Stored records

=== Begin Enclosure ===

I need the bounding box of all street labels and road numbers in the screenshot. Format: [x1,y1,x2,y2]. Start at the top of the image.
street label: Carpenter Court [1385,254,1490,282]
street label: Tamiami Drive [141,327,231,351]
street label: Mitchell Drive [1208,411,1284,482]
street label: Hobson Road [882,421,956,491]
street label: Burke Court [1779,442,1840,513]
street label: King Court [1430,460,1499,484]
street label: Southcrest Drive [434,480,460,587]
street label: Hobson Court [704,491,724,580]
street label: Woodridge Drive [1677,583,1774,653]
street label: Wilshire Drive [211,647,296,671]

=== End Enclosure ===

Task directions:
Now repeat the data exactly, keeping every line.

Answer:
I need the bounding box of all street labels and road numbers in the screenshot. Format: [x1,y1,x2,y2]. Start at the top of the image.
street label: Carpenter Court [1385,254,1490,282]
street label: Tamiami Drive [141,327,231,351]
street label: Mitchell Drive [1208,411,1284,482]
street label: Hobson Road [882,421,956,491]
street label: Burke Court [1779,442,1840,513]
street label: King Court [1430,460,1499,484]
street label: Southcrest Drive [434,480,460,587]
street label: Hobson Court [704,491,724,580]
street label: Woodridge Drive [1677,583,1774,653]
street label: Wilshire Drive [211,647,296,671]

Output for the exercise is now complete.